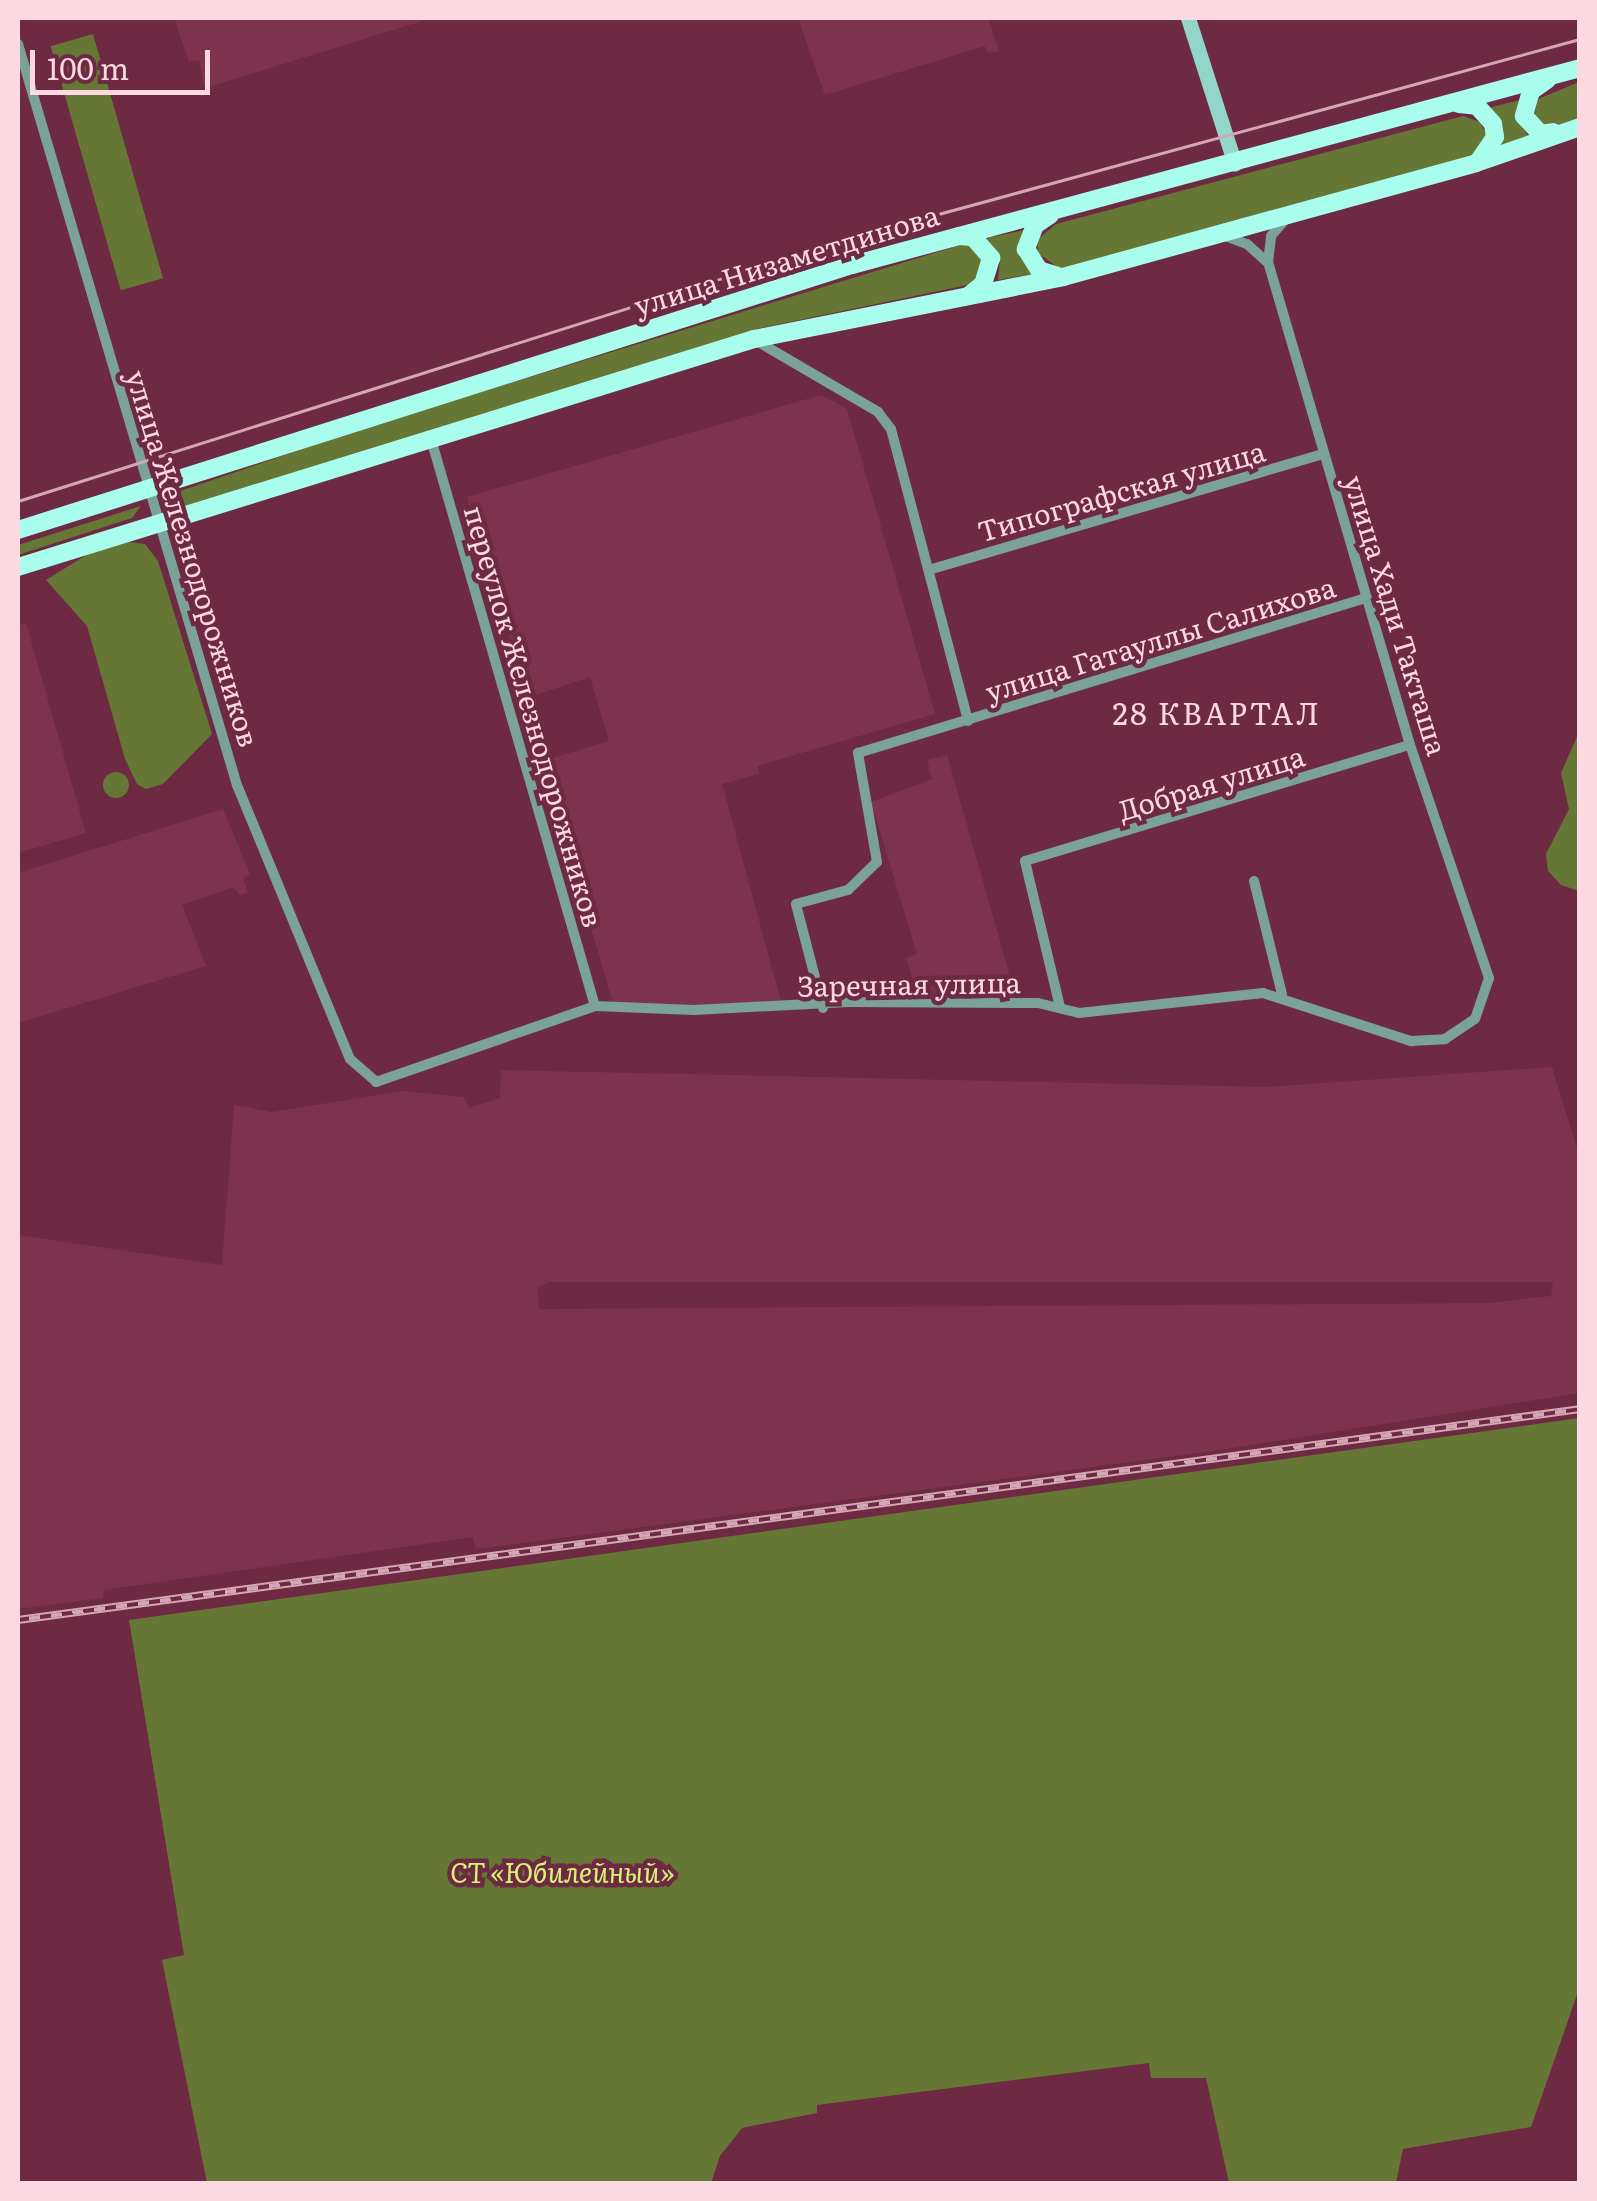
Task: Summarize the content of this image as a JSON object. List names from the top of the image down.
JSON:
{
  "streets": {
    "main road": ["улица Низаметдинова"],
    "street": [
      "Типографская улица",
      "улица Железнодорожников",
      "улица Хади Такташа",
      "улица Гатауллы Салихова",
      "переулок Железнодорожников",
      "Добрая улица",
      "Заречная улица"
    ]
  },
  "crossings": [
    ["улица Низаметдинова", "улица Железнодорожников"],
    ["Типографская улица", "улица Хади Такташа"],
    ["улица Железнодорожников", "Заречная улица"],
    ["улица Хади Такташа", "улица Гатауллы Салихова"],
    ["улица Хади Такташа", "Добрая улица"],
    ["улица Хади Такташа", "Заречная улица"],
    ["улица Гатауллы Салихова", "Заречная улица"],
    ["переулок Железнодорожников", "Заречная улица"],
    ["Добрая улица", "Заречная улица"]
  ],
  "districts": ["28 КВАРТАЛ"],
  "parks": ["СТ «Юбилейный»"],
  "scale_bar": "100 m"
}
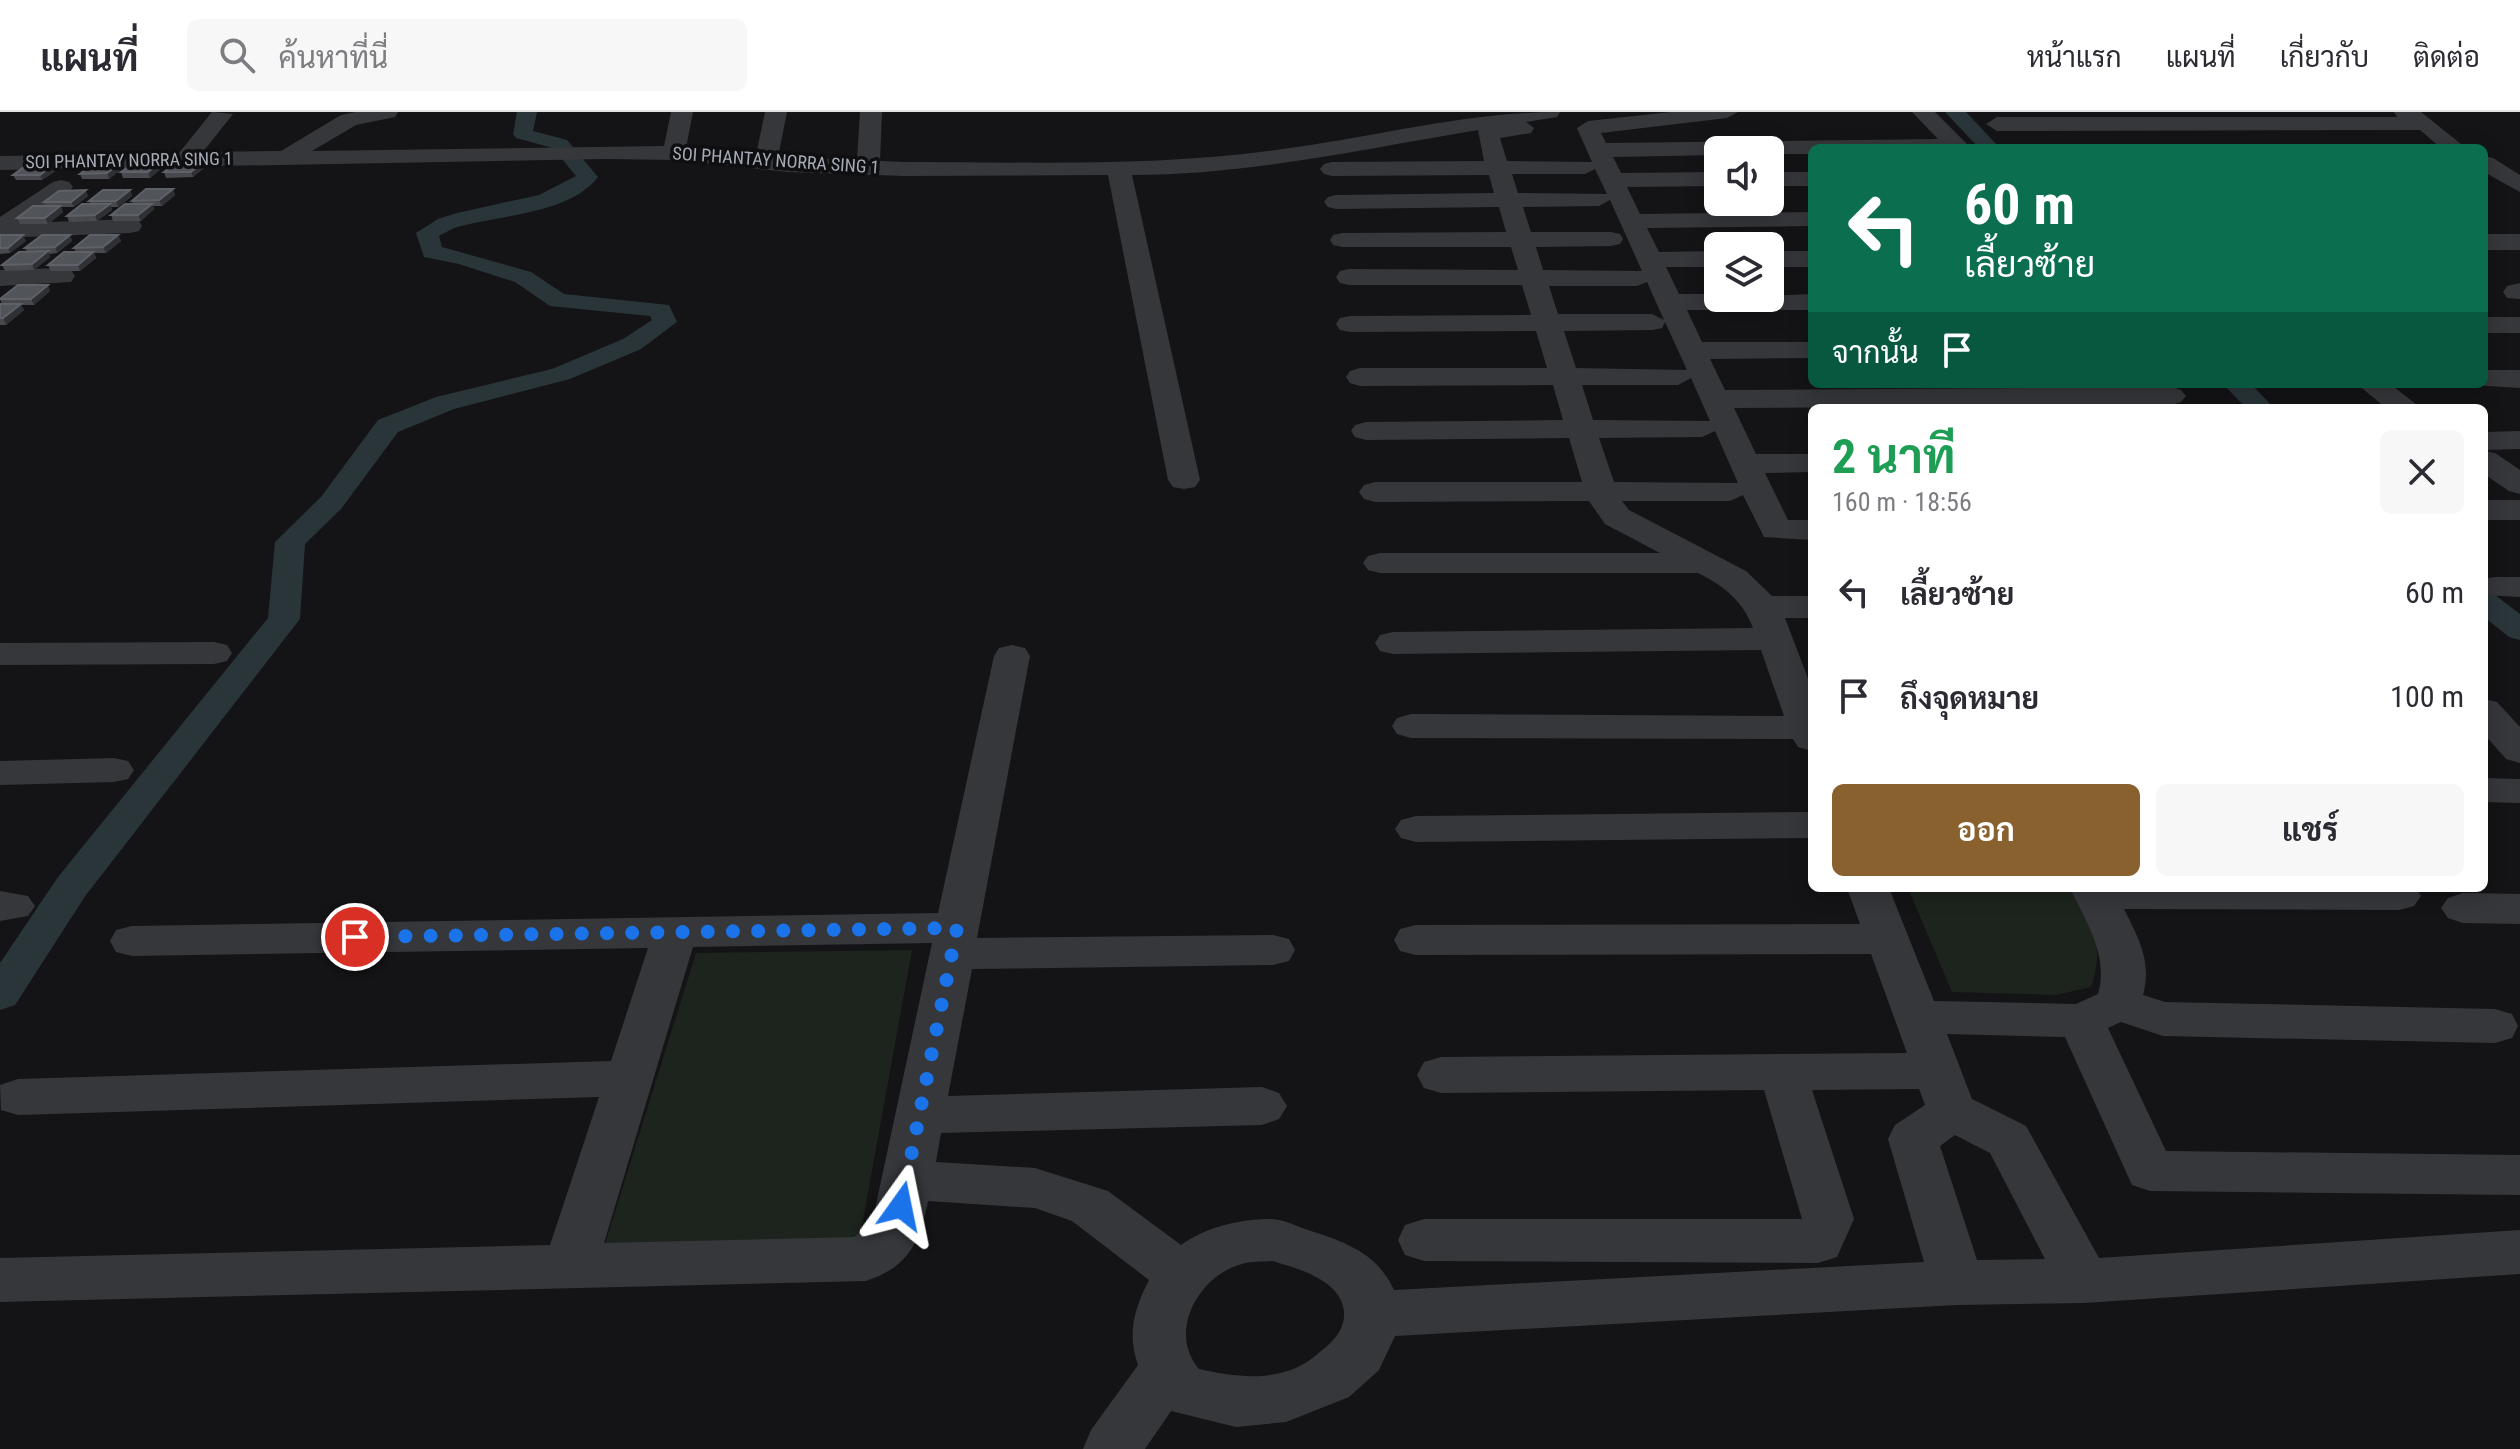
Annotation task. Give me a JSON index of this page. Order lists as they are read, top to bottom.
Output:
{
  "streets": {
    "street": ["SOI PHANTAY NORRA SING 1"]
  },
  "page": {
    "header": "แผนที่",
    "search": "ค้นหาที่นี่",
    "nav": [
      "หน้าแรก",
      "แผนที่",
      "เกี่ยวกับ",
      "ติดต่อ"
    ],
    "turn": ["60 m", "เลี้ยวซ้าย"],
    "then": "จากนั้น",
    "heading": ["2 นาที", "160 m · 18:56"],
    "list": [
      {
        "name": "เลี้ยวซ้าย",
        "value": "60 m"
      },
      {
        "name": "ถึงจุดหมาย",
        "value": "100 m"
      }
    ],
    "buttons": ["ออก", "แชร์"]
  }
}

## EXERCISE DETAILS
Every entry must be transcribed exactly. Pictures do not belong in the copy.

## PROBLEM SOLUTION
Task: Summarize the content of this image as a JSON object. List names from the top of the image down.
JSON:
{
  "streets": {
    "main road": ["улица Низаметдинова"],
    "street": [
      "Типографская улица",
      "улица Железнодорожников",
      "улица Хади Такташа",
      "улица Гатауллы Салихова",
      "переулок Железнодорожников",
      "Добрая улица",
      "Заречная улица"
    ]
  },
  "crossings": [
    ["улица Низаметдинова", "улица Железнодорожников"],
    ["Типографская улица", "улица Хади Такташа"],
    ["улица Железнодорожников", "Заречная улица"],
    ["улица Хади Такташа", "улица Гатауллы Салихова"],
    ["улица Хади Такташа", "Добрая улица"],
    ["улица Хади Такташа", "Заречная улица"],
    ["улица Гатауллы Салихова", "Заречная улица"],
    ["переулок Железнодорожников", "Заречная улица"],
    ["Добрая улица", "Заречная улица"]
  ],
  "districts": ["28 КВАРТАЛ"],
  "parks": ["СТ «Юбилейный»"],
  "scale_bar": "100 m"
}
Annotation task. Give me a JSON index of this page. Order lists as they are read, top to bottom.
Output:
{
  "streets": {
    "street": ["SOI PHANTAY NORRA SING 1"]
  },
  "page": {
    "header": "แผนที่",
    "search": "ค้นหาที่นี่",
    "nav": [
      "หน้าแรก",
      "แผนที่",
      "เกี่ยวกับ",
      "ติดต่อ"
    ],
    "turn": ["60 m", "เลี้ยวซ้าย"],
    "then": "จากนั้น",
    "heading": ["2 นาที", "160 m · 18:56"],
    "list": [
      {
        "name": "เลี้ยวซ้าย",
        "value": "60 m"
      },
      {
        "name": "ถึงจุดหมาย",
        "value": "100 m"
      }
    ],
    "buttons": ["ออก", "แชร์"]
  }
}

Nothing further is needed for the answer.